Welcome to the latest TASK e-news, your regular newsletter from Take Action from Seven Kings sent fortnightly via email. This time we focus on policing, an exciting new play scheme coming our way, the imminent advent of a new trader group in Goodmayes and a live event in our new library.
Our October supporters meeting, open to all our supporters reading this, happens on Monday October 11 from 7-8pm at St.John’s Church, at the junction of St.John’s Road and Aldborough Road South. We will joined on the night by a special guest, Susan Heywood, who is trying to bring Redbridge residents’ and community groups together to share information, and where possible, collaborate as part of one giant co-ordinated effort. Hear what she has to say and catch up on all the local news.
Our autumn walkabout happens the same week, on Friday October 15 from 9am, meeting outside Seven Kings Railway station. It is a brilliant opportunity to join council streetscene staff, ward councillors and the police to take often immediate action on those everyday miseries of graffiti, dumping and anti-social behaviour which can so blight our lives. The route is always flexible and we welcome your suggestions on tackling eyesores and challenges near where you are.
Our local library is now well-established and continues to generate brilliant user figures. On Wednesday October 13 it hosts its first live evening event as part of the Word of Mouth arts festival, when author Orna Ross gives a lively talk on Literary Dublin called Meet the Dubliners. It runs from 7-9pm and tickets are free, although you are asked to reserve a place at the library itself or by phoning 020 8708 2737.

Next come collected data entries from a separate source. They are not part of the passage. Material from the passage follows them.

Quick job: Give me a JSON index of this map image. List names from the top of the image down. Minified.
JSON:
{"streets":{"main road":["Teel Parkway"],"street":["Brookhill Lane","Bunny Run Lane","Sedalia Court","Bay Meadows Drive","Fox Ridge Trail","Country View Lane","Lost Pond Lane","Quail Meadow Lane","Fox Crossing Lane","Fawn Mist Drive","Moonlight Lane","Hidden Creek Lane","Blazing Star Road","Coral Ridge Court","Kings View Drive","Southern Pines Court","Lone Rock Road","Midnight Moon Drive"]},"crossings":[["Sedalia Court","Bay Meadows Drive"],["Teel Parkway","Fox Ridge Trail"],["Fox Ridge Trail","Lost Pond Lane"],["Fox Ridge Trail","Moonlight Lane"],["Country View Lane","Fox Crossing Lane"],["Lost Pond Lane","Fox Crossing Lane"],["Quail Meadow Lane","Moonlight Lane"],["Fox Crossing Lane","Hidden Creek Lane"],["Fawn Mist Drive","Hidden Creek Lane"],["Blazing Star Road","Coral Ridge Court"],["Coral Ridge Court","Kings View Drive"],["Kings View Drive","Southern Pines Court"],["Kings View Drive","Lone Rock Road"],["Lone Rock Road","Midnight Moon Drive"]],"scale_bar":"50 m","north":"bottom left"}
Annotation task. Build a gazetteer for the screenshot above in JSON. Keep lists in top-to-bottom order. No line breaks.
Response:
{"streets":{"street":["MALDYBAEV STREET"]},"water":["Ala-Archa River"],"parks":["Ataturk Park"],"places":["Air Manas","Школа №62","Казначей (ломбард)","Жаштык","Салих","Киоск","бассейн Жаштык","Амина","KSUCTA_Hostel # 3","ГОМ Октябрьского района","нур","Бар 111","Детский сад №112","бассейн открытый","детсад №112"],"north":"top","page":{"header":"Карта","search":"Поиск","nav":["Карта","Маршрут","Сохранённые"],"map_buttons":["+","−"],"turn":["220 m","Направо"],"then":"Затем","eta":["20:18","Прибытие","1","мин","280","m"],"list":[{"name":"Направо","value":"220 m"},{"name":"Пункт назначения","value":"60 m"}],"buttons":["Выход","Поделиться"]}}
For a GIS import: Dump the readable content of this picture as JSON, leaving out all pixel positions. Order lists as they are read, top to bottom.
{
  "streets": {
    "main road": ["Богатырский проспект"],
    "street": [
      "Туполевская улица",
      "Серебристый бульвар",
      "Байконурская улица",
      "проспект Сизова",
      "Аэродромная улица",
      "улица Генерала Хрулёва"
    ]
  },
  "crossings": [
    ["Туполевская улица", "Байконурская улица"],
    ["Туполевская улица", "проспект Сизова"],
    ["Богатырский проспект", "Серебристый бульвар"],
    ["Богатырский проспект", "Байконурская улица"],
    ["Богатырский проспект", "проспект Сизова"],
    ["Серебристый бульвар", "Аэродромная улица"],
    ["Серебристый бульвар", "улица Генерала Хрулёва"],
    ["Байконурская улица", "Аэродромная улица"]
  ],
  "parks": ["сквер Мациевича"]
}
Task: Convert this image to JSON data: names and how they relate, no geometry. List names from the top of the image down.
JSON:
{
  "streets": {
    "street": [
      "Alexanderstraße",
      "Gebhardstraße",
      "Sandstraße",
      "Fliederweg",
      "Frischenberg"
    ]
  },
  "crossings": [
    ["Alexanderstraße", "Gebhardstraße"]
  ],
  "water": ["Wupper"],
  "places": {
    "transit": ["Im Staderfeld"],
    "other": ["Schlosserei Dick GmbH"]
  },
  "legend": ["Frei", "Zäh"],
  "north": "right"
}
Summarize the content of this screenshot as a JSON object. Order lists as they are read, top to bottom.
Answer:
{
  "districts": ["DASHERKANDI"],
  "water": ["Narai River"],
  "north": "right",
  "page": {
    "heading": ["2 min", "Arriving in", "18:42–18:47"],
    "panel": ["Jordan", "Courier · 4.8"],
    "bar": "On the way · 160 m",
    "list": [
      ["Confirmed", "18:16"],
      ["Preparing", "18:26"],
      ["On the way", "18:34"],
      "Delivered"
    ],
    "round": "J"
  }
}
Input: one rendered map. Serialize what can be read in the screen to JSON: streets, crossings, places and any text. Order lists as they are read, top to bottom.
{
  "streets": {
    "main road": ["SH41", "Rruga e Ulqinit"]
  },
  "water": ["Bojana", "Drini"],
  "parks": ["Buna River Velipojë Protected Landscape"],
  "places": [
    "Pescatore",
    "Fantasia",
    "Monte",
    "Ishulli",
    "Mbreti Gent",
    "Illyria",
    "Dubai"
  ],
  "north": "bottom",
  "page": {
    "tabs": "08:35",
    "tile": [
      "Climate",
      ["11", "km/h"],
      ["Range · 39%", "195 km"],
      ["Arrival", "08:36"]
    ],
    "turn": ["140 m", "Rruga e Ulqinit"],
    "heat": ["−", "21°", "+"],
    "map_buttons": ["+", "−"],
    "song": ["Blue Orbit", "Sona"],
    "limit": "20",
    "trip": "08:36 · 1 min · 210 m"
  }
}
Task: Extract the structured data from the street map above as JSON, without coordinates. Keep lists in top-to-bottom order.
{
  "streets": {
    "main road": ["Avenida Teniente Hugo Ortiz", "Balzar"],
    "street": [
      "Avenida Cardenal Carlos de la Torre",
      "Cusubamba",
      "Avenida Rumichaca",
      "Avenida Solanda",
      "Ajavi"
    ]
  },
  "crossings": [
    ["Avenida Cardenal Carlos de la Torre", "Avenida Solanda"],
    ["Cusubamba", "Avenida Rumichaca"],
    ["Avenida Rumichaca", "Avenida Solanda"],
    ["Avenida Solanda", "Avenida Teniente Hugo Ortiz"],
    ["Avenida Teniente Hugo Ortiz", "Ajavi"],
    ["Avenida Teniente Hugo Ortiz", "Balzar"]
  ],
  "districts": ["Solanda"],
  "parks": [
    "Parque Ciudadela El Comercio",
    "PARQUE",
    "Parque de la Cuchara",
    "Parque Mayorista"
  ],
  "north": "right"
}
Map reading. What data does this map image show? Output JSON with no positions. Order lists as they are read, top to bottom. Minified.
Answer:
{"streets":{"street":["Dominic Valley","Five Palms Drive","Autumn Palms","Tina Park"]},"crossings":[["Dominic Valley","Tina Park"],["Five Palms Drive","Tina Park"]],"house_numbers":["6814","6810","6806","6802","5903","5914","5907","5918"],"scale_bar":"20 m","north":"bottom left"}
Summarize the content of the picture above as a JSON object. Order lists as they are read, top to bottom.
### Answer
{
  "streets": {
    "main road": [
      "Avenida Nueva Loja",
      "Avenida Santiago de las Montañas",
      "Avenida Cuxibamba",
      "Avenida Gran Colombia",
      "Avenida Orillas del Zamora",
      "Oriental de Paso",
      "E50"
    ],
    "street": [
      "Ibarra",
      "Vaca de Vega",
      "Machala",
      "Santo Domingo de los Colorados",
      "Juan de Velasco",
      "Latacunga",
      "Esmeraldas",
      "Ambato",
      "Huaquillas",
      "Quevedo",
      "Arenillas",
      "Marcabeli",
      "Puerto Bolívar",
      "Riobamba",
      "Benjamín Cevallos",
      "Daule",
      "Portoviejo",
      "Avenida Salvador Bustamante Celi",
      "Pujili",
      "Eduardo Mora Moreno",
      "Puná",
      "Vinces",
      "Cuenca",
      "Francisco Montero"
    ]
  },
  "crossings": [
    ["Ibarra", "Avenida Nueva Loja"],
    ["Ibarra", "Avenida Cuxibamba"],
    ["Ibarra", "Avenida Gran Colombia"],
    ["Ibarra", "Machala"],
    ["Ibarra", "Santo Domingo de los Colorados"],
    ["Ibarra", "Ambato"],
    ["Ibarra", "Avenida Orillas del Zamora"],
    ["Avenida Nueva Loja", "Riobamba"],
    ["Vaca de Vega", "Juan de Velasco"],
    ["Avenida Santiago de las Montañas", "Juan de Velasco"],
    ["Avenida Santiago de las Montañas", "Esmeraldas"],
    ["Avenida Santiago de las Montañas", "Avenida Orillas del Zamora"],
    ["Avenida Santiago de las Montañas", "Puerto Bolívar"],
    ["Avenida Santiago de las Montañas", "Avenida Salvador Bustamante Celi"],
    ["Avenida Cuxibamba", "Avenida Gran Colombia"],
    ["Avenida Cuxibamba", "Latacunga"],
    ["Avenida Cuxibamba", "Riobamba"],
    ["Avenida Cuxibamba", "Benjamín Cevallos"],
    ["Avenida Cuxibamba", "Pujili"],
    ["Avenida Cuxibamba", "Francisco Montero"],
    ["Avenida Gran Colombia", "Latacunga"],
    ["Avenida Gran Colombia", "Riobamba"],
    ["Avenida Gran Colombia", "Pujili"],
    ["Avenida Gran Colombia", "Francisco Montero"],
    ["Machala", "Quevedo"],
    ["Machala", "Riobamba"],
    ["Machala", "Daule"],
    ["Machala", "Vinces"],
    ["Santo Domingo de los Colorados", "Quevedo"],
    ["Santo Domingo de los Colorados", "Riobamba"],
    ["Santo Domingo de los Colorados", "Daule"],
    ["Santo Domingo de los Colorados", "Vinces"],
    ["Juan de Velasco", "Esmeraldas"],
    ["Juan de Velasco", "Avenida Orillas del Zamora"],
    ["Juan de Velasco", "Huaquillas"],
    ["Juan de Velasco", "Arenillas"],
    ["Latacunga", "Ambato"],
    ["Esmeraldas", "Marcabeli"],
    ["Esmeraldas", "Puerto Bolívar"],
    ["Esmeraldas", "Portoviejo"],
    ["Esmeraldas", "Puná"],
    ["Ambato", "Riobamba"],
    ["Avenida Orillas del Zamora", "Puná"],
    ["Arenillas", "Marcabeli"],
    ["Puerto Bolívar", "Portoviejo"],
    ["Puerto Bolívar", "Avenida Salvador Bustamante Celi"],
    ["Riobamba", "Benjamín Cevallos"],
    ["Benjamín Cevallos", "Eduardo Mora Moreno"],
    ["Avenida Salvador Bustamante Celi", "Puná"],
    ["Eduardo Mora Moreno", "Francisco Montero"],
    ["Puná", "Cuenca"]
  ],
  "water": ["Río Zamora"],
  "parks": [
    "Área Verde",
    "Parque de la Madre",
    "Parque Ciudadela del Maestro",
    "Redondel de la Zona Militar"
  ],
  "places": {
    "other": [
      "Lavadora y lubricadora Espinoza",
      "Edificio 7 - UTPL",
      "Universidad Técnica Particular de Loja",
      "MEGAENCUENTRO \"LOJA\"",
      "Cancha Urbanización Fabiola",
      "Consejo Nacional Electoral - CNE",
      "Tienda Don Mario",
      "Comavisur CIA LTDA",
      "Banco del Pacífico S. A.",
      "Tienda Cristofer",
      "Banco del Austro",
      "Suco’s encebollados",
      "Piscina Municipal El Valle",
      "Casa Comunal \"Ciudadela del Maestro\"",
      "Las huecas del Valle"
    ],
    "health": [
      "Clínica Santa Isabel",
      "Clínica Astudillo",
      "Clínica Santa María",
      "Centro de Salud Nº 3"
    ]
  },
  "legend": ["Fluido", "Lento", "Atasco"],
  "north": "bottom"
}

The quality of policing has been one of the constant themes of our TASK campaigning over the last two and a half years, with headline efforts on our part to get police to tackle public boozing and recognise the local fear of crime. On the basis that we do not just criticise but are always willing to take responsibility by getting involved ourselves, we are hoping to contribute to the local Seven Kings police panel - the body which decides local policing priorities - by nominating two TASK supporters as possible panel members for 2010/11. The Annual General Meeting of the panel is scheduled for October 18, at Canon Palmer School, starting at 7pm. It is is open to the public and we urge all interested supporters to attend to raise their policing-related issues.
Our Seven Kings council-sponsored business partnership is already in operation and we hear from councillors in neighbouring Goodmayes of their efforts to organise retailers and companies working there. The first meeting of the Goodmayes Business Partnership is scheduled for October 27, starting at 10am in Royal Sweets, at 58 Goodmayes Road, with a speaker from Business Link on seeking funding in these hard times. We wish them well.
Finally, for now, an update on a long-running story about the disused allotment site between Benton Road and Vicarage Lane, which some locals have been trying hard to develop as a much needed play site. The good news is that the Council’s Area 7 committee recently agreed to fund £2388 towards the cost of producing plans and submitting a full planning application for what is known as the Vicarage Lane Play Park, enjoying cross-party political support. This brings the dream a step closer in an area that has been massively developed as apartment housing over the last decade, but - shockingly - without any specific provision for play, and a long haul to existing open space like Valentines Park.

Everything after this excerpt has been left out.